CM-U: All right. Let's start with when you made it, and did you make it in New York?
Wade Guyton: All right. This piece was made in New York. But I didn't make it in this studio. At that time, let's see, it was about—it would have been December 2009. Right?
CM-U: So just last December?
Wade Guyton: No. No, 2008, sorry.
CM-U: No, eight, okay.
Wade Guyton: Okay, December 2008, in my studio in midtown, which is much smaller than this. So I was never able to see the whole piece together until I got it to Milan. So I was making individual…
CM-U: Oh, so you never actually saw it installed together.
Wade Guyton: I didn't see it. And I actually didn't know if it would work as one, single piece until it was installed there.
CM-U: How did you—I mean this is jumping ahead, I know, but did you have to play with where the parts went in relation to one another?
Wade Guyton: Luckily, if I remember correctly, as it was unpacked, the proprietors took them out of the crates. We stretched them in New York, and then sent the eight individual canvases there. And I knew the room. I knew it was a long, narrow room. And I hoped it would work, but I still wasn't sure if it would. And as they unpacked the individual panels, they just leaned them against the wall. And if I remember correctly, that order we kept, so...
CM-U: Is that important to you, that element of chance? That that's the way they came out?
Wade Guyton: Yes. I mean it always—I'm not saying that I wouldn't have changed it, but I think it did work out, luckily. And the chance—chance is always involved in my work in a number of ways. And in the installation as well as in the making so…
CM-U: What about…
Wade Guyton: But this piece would not be rearranged. Like that one opening of the crate, and arranging the paintings would happen once. And then that became—then the piece was complete, and that became the template for the piece. So it's not like we could rearrange the panels again.
CM-U: Right. Okay. And what about the distance between? Just while we're on installation.

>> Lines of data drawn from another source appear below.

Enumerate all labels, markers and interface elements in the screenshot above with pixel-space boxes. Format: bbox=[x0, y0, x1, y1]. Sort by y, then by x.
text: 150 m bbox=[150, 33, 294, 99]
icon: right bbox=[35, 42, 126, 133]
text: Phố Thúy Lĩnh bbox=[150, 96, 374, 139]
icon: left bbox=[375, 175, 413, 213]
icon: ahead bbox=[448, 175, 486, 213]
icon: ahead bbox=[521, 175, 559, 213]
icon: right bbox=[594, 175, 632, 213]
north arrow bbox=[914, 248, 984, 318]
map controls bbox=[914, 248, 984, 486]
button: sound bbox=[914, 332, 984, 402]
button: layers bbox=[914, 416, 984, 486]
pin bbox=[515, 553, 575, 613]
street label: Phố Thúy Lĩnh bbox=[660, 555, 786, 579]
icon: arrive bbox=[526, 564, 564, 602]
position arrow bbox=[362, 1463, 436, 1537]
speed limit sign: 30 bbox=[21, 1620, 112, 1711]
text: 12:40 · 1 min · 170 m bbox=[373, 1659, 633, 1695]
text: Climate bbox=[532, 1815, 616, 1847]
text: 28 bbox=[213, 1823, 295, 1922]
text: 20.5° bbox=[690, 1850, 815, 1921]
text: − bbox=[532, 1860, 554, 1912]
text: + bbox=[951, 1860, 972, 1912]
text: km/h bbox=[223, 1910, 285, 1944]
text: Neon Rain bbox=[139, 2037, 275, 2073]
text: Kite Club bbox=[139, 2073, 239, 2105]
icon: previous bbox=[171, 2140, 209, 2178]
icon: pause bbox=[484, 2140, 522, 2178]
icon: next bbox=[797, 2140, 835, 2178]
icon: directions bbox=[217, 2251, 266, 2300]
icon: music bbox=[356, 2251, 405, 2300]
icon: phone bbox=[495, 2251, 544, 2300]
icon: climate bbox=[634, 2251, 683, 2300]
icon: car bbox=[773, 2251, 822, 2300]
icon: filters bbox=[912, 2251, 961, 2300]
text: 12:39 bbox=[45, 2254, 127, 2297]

Wade Guyton: Um, I decided that on-site, but I knew that the spacing would make a big difference. I was able to see like two or three together in the studio, and I realized as they were further apart, that this white gap became a major part of the piece. And the gap between like this white part of each panel is kind of a gap in the printing. It's part of the file, but it's a hole in the file. And so that this gap and this gap, their relationship was really important. So the spacing—I realized as this space got closer to this. These being more similar seemed to work better, holding the piece together as one. And as they got further apart, you—you read them as individual panels. And if they got too close together—the strange thing is as they got closer together, they also read as separate panels. And when you're looking at it with this spacing. Or at least I have even now, I get confused. I don't really get confused, but optically, there's a confusion between that space and—or where the panels might end. Like the fold in each panel and the gap between the panels. It's really clear like in a photograph, straight on. You always—your eyes want to go to the gap between, instead of to the center of the painting.
CM-U: That's interesting. Why is that, do you think?
Wade Guyton: I don't know.
CM-U: That's right. That's right. That is true.
Wade Guyton: Yeah. But I like that experience, and I had only shown the individual panels before. And of course, the center seam was the center. And I always hang them low, they have something to do with my body size, and relating to—relating to that center seam and the symmetry or asymmetry of the panel. So putting them all together, this other space popped out at me.